**Work request:** The entries below are to be transcribed in full, without their images.

**Source records:**
··········

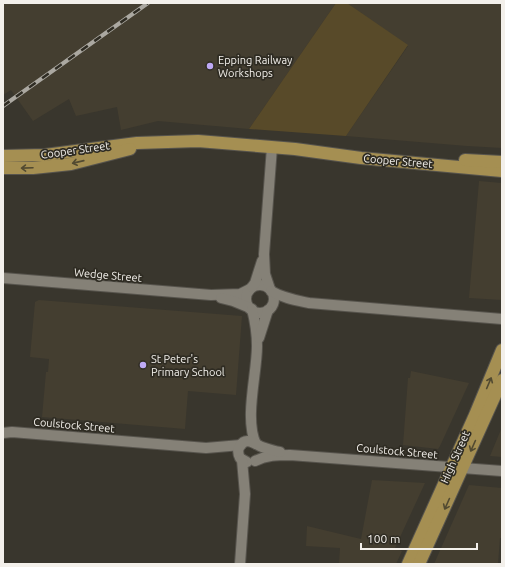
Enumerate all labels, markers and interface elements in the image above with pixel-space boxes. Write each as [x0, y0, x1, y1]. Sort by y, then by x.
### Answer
place label: Epping Railway Workshops [218, 54, 293, 79]
marker: Epping Railway Workshops [205, 61, 215, 71]
street label: Cooper Street [40, 139, 111, 161]
street label: Cooper Street [363, 152, 434, 170]
one-way arrow [72, 159, 85, 167]
one-way arrow [21, 164, 34, 172]
street label: Wedge Street [74, 266, 143, 284]
place label: St Peter's Primary School [151, 353, 225, 378]
marker: St Peter's Primary School [138, 360, 148, 370]
one-way arrow [485, 377, 493, 389]
street label: Coulstock Street [33, 415, 116, 435]
street label: High Street [438, 428, 472, 485]
one-way arrow [469, 439, 476, 451]
street label: Coulstock Street [356, 441, 439, 461]
one-way arrow [443, 498, 450, 510]
scale bar [361, 525, 477, 551]
text: 100 m [367, 532, 400, 545]

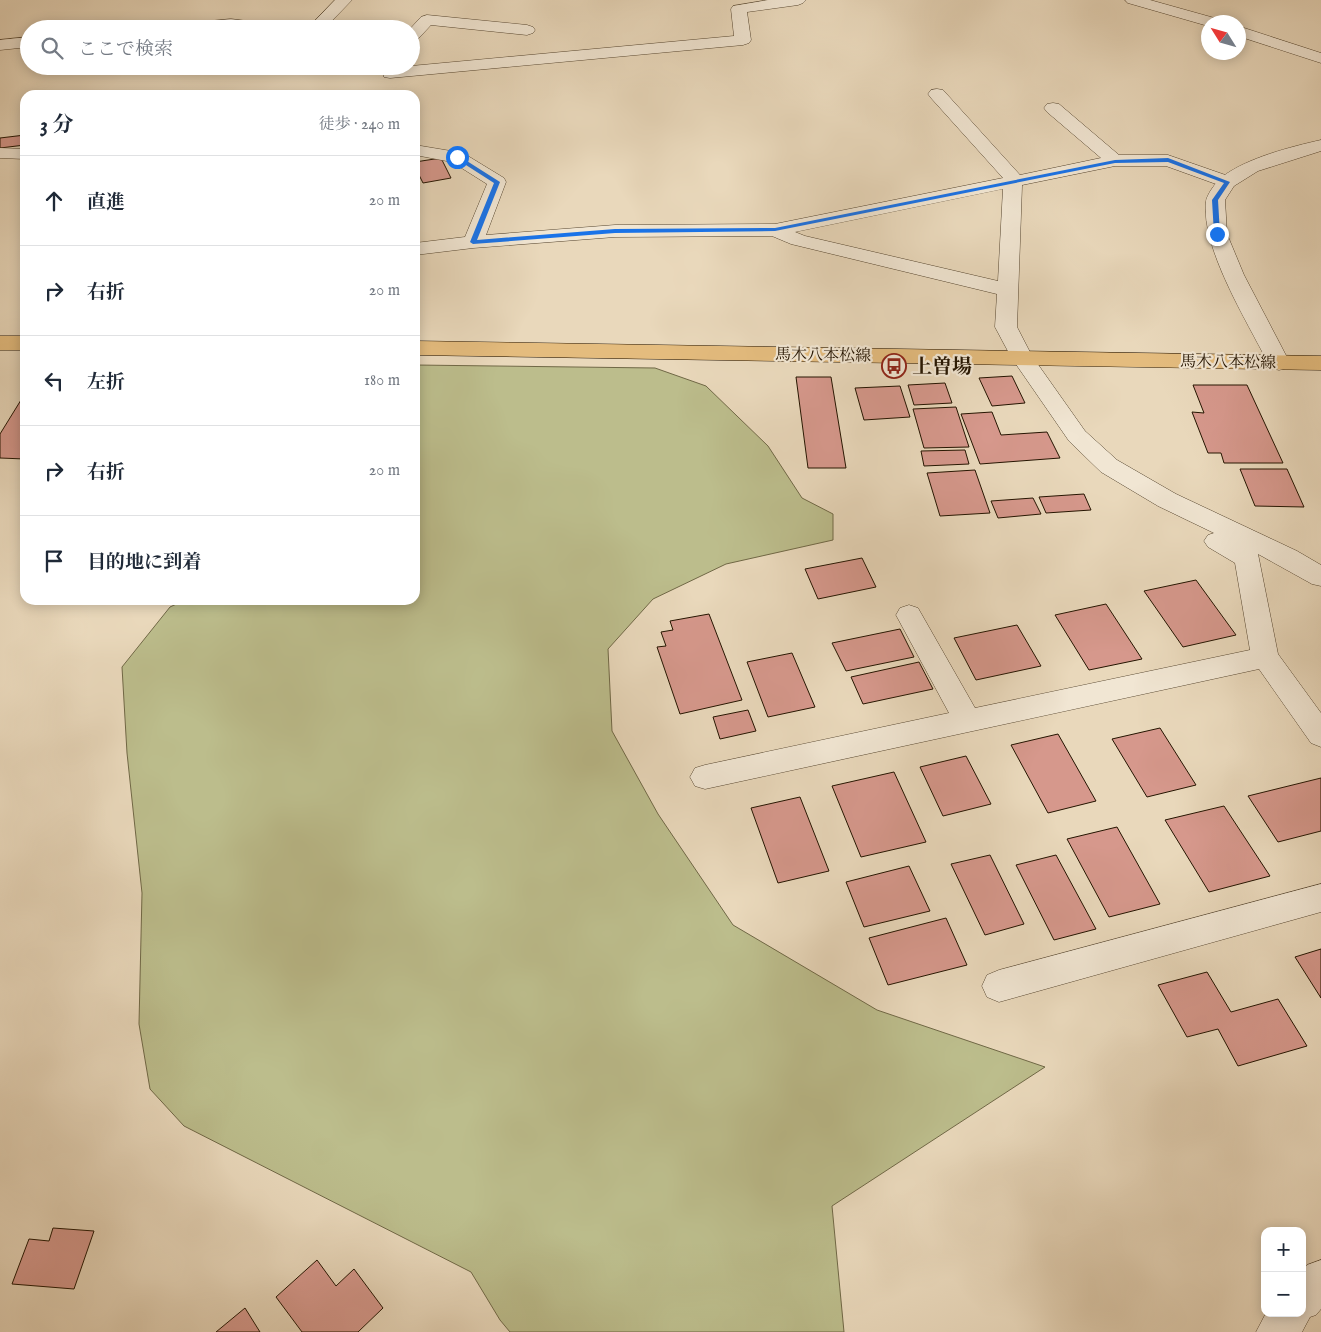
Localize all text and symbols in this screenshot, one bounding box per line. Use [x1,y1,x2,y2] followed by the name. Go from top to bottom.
[1201,15,1246,60] north arrow
[20,20,420,75] search box
[38,34,66,62] icon: search
[78,38,173,62] text: ここで検索
[40,112,73,139] text: 3 分
[318,115,400,135] text: 徒歩 · 240 m
[446,146,469,169] route start
[40,187,68,215] icon: ahead
[87,191,125,215] text: 直進
[369,191,400,211] text: 20 m
[1206,223,1229,246] route end
[40,277,68,305] icon: right
[87,281,125,305] text: 右折
[369,281,400,301] text: 20 m
[775,345,871,367] street label: 馬木八本松線
[1180,352,1276,374] street label: 馬木八本松線
[881,353,907,379] bus stop icon: 上曽場
[912,355,972,380] place label: 上曽場
[40,367,68,395] icon: left
[87,371,125,395] text: 左折
[364,371,400,391] text: 180 m
[40,457,68,485] icon: right
[87,461,125,485] text: 右折
[369,461,400,481] text: 20 m
[40,547,68,575] icon: arrive
[87,551,201,575] text: 目的地に到着
[1261,1227,1306,1317] map controls
[1261,1227,1306,1272] button: +
[1261,1272,1306,1317] button: −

··········

**Exercise response:**
Enumerate all labels, markers and interface elements in the image above with pixel-space boxes. Write each as [x0, y0, x1, y1]. Sort by y, then by x.
### Answer
place label: Epping Railway Workshops [218, 54, 293, 79]
marker: Epping Railway Workshops [205, 61, 215, 71]
street label: Cooper Street [40, 139, 111, 161]
street label: Cooper Street [363, 152, 434, 170]
one-way arrow [72, 159, 85, 167]
one-way arrow [21, 164, 34, 172]
street label: Wedge Street [74, 266, 143, 284]
place label: St Peter's Primary School [151, 353, 225, 378]
marker: St Peter's Primary School [138, 360, 148, 370]
one-way arrow [485, 377, 493, 389]
street label: Coulstock Street [33, 415, 116, 435]
street label: High Street [438, 428, 472, 485]
one-way arrow [469, 439, 476, 451]
street label: Coulstock Street [356, 441, 439, 461]
one-way arrow [443, 498, 450, 510]
scale bar [361, 525, 477, 551]
text: 100 m [367, 532, 400, 545]

Localize all text and symbols in this screenshot, one bounding box per line. Use [x1,y1,x2,y2] followed by the name. Go from top to bottom.
[1201,15,1246,60] north arrow
[20,20,420,75] search box
[38,34,66,62] icon: search
[78,38,173,62] text: ここで検索
[40,112,73,139] text: 3 分
[318,115,400,135] text: 徒歩 · 240 m
[446,146,469,169] route start
[40,187,68,215] icon: ahead
[87,191,125,215] text: 直進
[369,191,400,211] text: 20 m
[1206,223,1229,246] route end
[40,277,68,305] icon: right
[87,281,125,305] text: 右折
[369,281,400,301] text: 20 m
[775,345,871,367] street label: 馬木八本松線
[1180,352,1276,374] street label: 馬木八本松線
[881,353,907,379] bus stop icon: 上曽場
[912,355,972,380] place label: 上曽場
[40,367,68,395] icon: left
[87,371,125,395] text: 左折
[364,371,400,391] text: 180 m
[40,457,68,485] icon: right
[87,461,125,485] text: 右折
[369,461,400,481] text: 20 m
[40,547,68,575] icon: arrive
[87,551,201,575] text: 目的地に到着
[1261,1227,1306,1317] map controls
[1261,1227,1306,1272] button: +
[1261,1272,1306,1317] button: −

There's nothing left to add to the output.